To receive is to be delivered from the belief that we can live this life alone. It is a reaffirmation of who we are at our very core: interdependent.
It is a hard lesson to learn: that we exist not just for each other but because of one another. None of us would be here but for someone else. To understand this is one thing; to know this is quite another.
So we stand amongst each other. Giving and receiving in turn. Being grateful when we receive and feeling grateful to be able to give. We grow in the shade of one another and smile that we have had this time together.
And in the end we learn that all we have is the ability to give and take. Realizing in the end that they are, in fact, the very same thing.
Your story is very touching. After reading the description of your character, you remind me so much of my own father. I particularly liked the "This is a defense of receiving" and "On Giving", they were very eye-opening. I'm glad you got the help you needed! Stay strong!

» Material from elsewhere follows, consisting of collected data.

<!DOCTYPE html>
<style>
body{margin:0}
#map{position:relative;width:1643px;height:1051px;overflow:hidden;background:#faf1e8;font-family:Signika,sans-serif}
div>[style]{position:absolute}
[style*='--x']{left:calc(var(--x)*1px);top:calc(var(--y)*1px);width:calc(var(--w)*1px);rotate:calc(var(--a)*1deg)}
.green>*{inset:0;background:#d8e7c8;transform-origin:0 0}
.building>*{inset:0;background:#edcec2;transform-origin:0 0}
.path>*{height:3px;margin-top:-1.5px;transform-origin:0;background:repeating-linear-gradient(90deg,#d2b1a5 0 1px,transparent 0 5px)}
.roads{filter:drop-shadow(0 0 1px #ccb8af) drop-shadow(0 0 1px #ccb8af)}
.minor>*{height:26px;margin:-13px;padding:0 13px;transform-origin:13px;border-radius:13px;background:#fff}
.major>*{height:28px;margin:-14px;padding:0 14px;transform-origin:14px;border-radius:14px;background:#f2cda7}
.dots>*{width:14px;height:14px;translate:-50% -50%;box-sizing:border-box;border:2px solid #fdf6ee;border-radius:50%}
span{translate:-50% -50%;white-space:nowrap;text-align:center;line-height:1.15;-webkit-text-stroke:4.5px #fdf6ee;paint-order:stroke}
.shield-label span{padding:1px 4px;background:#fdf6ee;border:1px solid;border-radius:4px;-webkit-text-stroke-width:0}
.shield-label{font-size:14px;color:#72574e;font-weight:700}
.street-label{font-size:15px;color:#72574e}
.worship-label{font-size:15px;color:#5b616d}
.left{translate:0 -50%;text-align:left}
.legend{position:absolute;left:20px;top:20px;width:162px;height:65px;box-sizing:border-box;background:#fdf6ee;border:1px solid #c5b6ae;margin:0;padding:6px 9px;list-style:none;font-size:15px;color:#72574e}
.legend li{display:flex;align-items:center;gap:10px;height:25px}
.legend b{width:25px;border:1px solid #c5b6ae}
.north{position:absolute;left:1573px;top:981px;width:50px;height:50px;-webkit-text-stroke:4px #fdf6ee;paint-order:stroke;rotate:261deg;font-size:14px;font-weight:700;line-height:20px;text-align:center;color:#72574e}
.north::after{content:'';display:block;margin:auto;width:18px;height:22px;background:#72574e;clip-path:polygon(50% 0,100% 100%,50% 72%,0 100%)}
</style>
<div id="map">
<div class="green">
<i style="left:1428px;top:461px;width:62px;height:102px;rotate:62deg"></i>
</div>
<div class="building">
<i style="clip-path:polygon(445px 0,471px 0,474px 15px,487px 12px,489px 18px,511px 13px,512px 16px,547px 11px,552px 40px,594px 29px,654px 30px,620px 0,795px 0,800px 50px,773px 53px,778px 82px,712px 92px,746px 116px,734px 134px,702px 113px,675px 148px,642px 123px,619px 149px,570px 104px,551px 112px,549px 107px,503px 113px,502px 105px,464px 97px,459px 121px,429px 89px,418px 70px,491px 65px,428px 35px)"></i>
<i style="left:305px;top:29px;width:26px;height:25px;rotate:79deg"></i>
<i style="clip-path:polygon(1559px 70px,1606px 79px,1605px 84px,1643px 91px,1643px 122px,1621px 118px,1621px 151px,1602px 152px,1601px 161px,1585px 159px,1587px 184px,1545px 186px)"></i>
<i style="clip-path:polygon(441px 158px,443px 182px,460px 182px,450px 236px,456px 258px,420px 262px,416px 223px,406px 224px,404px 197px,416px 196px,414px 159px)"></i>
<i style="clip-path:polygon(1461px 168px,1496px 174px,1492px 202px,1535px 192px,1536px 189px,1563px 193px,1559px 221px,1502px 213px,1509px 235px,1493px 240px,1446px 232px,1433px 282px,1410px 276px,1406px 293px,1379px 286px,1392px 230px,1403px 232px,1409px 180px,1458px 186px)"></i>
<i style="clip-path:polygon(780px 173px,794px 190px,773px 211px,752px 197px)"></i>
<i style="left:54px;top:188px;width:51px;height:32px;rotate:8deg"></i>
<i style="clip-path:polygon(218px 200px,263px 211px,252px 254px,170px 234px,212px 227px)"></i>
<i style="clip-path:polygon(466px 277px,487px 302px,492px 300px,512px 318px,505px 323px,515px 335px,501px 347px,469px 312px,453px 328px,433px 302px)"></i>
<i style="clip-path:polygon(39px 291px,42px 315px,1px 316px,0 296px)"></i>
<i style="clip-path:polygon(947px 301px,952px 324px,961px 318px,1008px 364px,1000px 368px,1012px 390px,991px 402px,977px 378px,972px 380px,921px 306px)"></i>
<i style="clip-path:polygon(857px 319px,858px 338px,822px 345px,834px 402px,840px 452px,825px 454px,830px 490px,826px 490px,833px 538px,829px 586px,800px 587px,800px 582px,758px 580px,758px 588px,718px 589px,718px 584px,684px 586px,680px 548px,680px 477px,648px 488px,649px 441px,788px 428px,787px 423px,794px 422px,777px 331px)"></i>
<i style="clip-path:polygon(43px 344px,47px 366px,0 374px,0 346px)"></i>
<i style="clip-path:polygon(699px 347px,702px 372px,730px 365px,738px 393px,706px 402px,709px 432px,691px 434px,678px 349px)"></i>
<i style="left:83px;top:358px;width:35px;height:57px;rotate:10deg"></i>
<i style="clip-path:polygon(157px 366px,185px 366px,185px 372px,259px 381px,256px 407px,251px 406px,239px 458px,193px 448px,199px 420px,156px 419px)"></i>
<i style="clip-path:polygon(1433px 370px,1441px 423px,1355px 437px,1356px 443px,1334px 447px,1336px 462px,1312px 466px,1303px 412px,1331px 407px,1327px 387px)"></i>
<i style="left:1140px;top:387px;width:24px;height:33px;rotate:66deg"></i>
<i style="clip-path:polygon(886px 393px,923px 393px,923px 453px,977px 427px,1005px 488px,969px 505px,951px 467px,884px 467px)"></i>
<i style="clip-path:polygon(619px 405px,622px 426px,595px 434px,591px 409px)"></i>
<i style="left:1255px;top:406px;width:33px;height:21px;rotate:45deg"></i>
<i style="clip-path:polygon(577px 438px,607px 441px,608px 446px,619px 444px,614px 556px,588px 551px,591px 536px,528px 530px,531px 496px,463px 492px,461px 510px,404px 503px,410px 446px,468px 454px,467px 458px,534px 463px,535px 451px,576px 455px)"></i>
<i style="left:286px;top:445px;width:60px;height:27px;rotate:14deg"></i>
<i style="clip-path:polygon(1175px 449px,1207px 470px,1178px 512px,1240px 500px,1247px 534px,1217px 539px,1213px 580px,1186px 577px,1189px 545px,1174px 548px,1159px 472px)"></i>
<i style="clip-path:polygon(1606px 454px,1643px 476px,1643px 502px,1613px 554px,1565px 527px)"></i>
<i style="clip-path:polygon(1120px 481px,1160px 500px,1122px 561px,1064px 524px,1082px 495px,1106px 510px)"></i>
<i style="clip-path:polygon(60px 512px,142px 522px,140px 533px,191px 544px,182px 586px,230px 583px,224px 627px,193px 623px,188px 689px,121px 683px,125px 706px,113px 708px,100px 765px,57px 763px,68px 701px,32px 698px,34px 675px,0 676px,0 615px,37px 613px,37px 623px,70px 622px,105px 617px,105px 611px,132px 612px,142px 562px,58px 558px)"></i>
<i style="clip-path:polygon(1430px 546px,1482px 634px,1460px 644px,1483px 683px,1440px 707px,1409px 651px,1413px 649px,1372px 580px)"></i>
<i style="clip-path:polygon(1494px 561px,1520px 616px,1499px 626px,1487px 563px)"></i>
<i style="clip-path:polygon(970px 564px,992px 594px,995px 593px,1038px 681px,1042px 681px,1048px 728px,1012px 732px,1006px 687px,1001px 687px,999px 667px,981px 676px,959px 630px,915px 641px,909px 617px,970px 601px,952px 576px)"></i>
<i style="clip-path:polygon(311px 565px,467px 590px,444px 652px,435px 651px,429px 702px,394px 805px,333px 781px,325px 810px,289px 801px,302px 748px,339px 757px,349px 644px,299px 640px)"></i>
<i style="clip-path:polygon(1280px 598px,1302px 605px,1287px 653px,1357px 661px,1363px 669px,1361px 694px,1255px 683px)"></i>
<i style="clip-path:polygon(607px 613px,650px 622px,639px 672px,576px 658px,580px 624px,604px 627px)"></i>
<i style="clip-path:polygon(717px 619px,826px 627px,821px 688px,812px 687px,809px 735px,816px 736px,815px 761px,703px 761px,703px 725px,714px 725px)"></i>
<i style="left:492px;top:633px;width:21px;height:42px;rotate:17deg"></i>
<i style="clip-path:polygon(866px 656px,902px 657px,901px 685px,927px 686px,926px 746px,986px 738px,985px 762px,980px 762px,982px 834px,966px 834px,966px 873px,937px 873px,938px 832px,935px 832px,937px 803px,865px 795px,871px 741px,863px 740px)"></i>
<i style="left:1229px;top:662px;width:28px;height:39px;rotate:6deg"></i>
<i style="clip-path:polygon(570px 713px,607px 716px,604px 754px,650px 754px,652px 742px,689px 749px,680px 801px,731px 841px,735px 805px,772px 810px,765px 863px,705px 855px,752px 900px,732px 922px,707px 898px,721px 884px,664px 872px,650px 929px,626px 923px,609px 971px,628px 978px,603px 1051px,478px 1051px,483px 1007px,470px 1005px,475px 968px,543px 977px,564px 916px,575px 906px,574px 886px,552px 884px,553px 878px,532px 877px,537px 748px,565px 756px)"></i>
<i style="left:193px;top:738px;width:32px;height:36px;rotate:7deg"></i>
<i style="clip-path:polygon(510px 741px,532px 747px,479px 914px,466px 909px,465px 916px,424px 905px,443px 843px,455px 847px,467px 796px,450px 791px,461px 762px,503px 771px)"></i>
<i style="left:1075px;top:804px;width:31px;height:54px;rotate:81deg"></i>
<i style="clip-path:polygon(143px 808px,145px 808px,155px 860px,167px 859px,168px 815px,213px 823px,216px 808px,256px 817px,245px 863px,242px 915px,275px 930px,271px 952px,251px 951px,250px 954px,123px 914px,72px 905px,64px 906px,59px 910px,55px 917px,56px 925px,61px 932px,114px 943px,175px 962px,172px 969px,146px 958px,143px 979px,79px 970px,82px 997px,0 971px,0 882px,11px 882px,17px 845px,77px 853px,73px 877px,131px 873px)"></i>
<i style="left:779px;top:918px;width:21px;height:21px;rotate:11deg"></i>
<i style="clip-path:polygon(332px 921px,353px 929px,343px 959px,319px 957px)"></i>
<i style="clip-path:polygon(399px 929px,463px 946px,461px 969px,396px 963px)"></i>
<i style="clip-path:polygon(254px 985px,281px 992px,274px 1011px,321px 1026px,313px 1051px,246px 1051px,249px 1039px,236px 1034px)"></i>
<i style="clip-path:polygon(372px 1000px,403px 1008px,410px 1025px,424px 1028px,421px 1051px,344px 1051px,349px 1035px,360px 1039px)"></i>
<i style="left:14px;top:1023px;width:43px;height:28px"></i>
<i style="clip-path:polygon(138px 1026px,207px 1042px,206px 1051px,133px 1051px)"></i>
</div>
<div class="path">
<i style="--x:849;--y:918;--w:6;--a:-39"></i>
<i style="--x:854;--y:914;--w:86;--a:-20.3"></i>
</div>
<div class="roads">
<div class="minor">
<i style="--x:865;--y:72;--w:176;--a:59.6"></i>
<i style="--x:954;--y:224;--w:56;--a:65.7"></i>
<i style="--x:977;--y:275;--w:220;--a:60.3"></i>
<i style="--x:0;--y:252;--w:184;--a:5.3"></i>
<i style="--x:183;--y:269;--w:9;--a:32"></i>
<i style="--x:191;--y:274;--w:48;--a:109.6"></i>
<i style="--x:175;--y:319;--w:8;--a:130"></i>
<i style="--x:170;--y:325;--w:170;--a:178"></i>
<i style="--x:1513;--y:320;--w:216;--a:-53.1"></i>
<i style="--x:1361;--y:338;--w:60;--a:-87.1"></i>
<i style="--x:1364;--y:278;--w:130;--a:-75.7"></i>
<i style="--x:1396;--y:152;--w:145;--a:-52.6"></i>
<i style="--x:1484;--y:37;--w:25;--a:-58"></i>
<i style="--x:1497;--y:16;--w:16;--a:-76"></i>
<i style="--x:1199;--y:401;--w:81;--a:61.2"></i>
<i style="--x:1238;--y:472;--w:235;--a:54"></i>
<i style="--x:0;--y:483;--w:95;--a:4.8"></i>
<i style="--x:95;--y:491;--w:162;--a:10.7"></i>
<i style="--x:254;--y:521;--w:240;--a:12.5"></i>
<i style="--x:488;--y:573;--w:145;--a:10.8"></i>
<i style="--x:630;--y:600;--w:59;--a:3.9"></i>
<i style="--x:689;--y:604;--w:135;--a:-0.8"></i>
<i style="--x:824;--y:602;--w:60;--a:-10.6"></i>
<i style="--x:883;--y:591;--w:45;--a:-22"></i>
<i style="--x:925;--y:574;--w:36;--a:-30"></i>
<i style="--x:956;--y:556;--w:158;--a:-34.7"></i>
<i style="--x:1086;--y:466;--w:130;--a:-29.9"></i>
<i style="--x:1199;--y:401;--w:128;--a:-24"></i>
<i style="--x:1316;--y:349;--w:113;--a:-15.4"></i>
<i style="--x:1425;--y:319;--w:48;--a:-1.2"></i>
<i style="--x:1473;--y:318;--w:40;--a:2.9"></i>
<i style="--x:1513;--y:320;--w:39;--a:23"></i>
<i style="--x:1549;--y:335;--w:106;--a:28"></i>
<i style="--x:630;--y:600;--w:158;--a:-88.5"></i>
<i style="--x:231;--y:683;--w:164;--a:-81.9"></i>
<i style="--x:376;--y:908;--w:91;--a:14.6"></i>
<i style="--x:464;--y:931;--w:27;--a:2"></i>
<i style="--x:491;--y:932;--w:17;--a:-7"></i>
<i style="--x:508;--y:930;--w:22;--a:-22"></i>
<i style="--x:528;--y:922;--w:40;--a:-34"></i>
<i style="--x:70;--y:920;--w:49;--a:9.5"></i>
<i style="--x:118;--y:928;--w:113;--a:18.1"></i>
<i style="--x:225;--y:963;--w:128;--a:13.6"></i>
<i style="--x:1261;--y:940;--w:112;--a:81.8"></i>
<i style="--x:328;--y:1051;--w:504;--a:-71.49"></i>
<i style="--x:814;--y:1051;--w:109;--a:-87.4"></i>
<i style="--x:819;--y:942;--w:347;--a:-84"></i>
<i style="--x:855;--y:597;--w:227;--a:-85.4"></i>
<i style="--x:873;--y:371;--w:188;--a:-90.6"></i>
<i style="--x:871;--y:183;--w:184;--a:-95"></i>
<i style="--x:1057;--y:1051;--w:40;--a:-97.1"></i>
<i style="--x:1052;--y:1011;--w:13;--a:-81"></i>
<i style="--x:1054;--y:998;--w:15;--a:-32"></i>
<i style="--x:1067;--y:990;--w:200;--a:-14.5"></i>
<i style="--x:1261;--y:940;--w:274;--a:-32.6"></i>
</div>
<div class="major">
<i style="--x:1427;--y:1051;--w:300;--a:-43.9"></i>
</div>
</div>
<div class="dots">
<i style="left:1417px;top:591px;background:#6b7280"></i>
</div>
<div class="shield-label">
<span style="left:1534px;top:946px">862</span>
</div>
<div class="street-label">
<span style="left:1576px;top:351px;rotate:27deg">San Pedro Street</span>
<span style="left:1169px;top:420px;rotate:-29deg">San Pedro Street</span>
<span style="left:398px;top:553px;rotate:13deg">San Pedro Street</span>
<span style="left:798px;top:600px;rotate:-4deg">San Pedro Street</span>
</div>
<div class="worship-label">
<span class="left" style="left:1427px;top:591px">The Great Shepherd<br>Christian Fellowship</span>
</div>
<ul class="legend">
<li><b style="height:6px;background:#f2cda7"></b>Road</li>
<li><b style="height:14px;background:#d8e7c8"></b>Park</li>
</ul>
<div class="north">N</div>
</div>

My prayers go out to you and your family,
If you need healing call 719-635-1112/awmi.net
Jimmie, I wish you both the best of luck on this very important day. I too had a kidney transplant on feb 18, 2014, thanks to my best friend since Kindergarden. Since my surgery, my family and I have started a not for profit organization to help match donors with recipients. You can view the website along with our story at livekidneydonation.org I was truly touched by your story, and I would be honored to hear more. Please don't hesitate to contact me with any questions about post transplant. We've been through it all! Take care Mr. Briggs, God bless and I wish you and your donor the best of luck on your first day back to a normal life! Sincerely, Michael Machado (951) 237-4964 Mike.firstname.lastname@example.org
Congratulations from someone who spent 13 years on dialysis, had someone step forward and donate, takes thousands of dollars of medication each year, and all without a cent from anyone else! God bless you. I wish you good health!